Register the custom execution environment for Gym use and define a helper function to generate an environment instance with a given seed and parameters. Each call to `generate_env` creates a fresh environment backed by an ABIDES market simulation.

In [None]:
from gym.envs.registration import register

register(
    id='custom-execution-v0',
    entry_point=SubGymMarketsCustomExecutionEnv,
)

def generate_env(seed=None, **env_params):
    """
    generates specific environment with the parameters defined and set the seed
    """
    env = gym.make(id = 'custom-execution-v0', **env_params)
    if seed is not None:
        env.seed(seed)
    return env

## Environment parameters

Set the execution environment parameters used for training and testing.

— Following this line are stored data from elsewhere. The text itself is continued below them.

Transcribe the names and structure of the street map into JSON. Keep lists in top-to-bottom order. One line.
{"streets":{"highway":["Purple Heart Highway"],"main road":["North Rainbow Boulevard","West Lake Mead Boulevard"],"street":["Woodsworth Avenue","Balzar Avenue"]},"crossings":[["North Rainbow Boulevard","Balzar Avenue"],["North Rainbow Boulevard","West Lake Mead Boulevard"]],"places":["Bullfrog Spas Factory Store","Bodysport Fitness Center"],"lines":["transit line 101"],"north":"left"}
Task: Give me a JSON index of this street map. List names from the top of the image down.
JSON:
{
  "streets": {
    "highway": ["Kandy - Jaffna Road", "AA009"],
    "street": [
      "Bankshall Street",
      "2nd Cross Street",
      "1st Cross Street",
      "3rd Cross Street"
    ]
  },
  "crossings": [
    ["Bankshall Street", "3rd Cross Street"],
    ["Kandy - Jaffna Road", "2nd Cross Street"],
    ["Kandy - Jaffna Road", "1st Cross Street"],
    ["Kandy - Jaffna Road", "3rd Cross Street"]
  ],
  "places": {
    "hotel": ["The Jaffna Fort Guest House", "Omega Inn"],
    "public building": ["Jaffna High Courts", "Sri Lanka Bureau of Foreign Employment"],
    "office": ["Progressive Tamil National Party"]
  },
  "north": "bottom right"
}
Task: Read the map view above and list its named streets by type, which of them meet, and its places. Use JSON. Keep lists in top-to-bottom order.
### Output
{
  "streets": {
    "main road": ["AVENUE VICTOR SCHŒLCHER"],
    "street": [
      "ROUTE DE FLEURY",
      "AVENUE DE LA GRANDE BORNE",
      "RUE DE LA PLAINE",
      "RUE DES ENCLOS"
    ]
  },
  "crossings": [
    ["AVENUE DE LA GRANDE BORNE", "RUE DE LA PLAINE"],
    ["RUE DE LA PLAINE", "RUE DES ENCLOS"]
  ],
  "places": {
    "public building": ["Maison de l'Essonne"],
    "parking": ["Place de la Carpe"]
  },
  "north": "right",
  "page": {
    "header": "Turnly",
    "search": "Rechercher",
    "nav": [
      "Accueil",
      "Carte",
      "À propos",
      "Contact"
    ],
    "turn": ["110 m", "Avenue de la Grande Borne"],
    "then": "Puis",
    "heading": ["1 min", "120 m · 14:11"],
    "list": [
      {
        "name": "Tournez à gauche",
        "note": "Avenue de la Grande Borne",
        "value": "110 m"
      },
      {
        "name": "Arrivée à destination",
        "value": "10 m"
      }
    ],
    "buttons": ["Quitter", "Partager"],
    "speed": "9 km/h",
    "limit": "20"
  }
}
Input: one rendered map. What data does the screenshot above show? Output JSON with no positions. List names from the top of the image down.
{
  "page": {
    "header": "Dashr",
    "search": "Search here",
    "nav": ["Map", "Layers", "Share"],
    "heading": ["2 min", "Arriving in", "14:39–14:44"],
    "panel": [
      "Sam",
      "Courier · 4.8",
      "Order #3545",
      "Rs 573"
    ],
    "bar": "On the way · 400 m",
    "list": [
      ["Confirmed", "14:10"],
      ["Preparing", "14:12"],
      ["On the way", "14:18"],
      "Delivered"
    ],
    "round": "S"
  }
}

These parameters correspond to the environment configuration detailed in **Section 6.3** of the master thesis.

In [None]:
env_params = dict(
    background_config = 'rmsc04',
    mkt_close = '10:05:00',
    timestep_duration = '10s',
    first_interval = '00:05:00',
    observation_interval = '00:00:00',            
    order_fixed_size = 50,
    max_inventory = 1000,
    starting_inventory = 700,
    terminal_inventory_reward = -0.7, # reward or penalty
    terminal_inventory_mode = 'quadratic', # quadratic, linear, flat
    running_inventory_reward_dampener = 0., # 0.6, 1.0
    damp_mode = None, # asymmetric
    debug_mode = False,
    reward_multiplier = 'quadratic_positive', # running reward mode
    reward_multiplier_float = None, #1.5,
)

## Date identifier

Generate a `date_id` (e.g. `'20250127_A'`) that uniquely identifies all results saved during this notebook run. The identifier is based on the current date and an incrementing letter to avoid overwriting existing files in `../results`.

In [None]:
# returns current date plus letter as string
date_id = utils.get_date_id() 

---
# Baseline policy

The baseline policy sells the starting inventory at a fixed rate as long as the absolute inventory is above 5 % of the maximum inventory and then stops trading until the end of the episode. This is the policy the RL agent is supposed to learn, and the resulting baseline reward serves as a benchmark for comparison. Results are saved to `../results` via `utils.save_results`.

In [None]:
# run baseline
env = generate_env(1000, **env_params) # seed different from any test run seed
baseline_results_dict = run_baseline(env, episodes=10)

In [None]:
# save baseline results
date_id = utils.save_results(baseline_results_dict, date_id, results_type='baseline')

---
# Training

Train approximate Q-functions using Signature Q-Learning. The training is performed over multiple independent runs with different seeds to assess variability. Each run produces a training results dictionary and a final Q-function state dict.

## Training parameters

Define the signature Q-function parameters (truncation depth, basepoint, initial bias) and the training hyper-parameters (number of episodes, discount factor, learning rate and its decay, exploration strategy with epsilon-greedy decay).

In [None]:
# signature parameters
sigq_params = dict(
    sig_depth = 7,
    basepoint = [0., 0.], 
    initial_bias = 0.01,
)

# training parameter
training_params = dict(
    episodes = 2,
    discount = 1.0,
    learning_rate = 5*1e-5,
    learning_rate_decay = dict(mode='exponential', factor=0.999),
    exploration = 'greedy',
    epsilon = 1,
    epsilon_decay = dict(mode='exponential', factor=0.997),
    decay_mode = 'episodes',
    debug_mode = None,
    progress_display = 'tqdm', # set to 'livelossplot' for live charts during each training run
)

## Learn Q-function estimates

An approximate Q-function is learned with Signature Q-Learning. Multiple runs are executed with distinct prime-number seeds to ensure reproducibility and to capture variance across initialisations.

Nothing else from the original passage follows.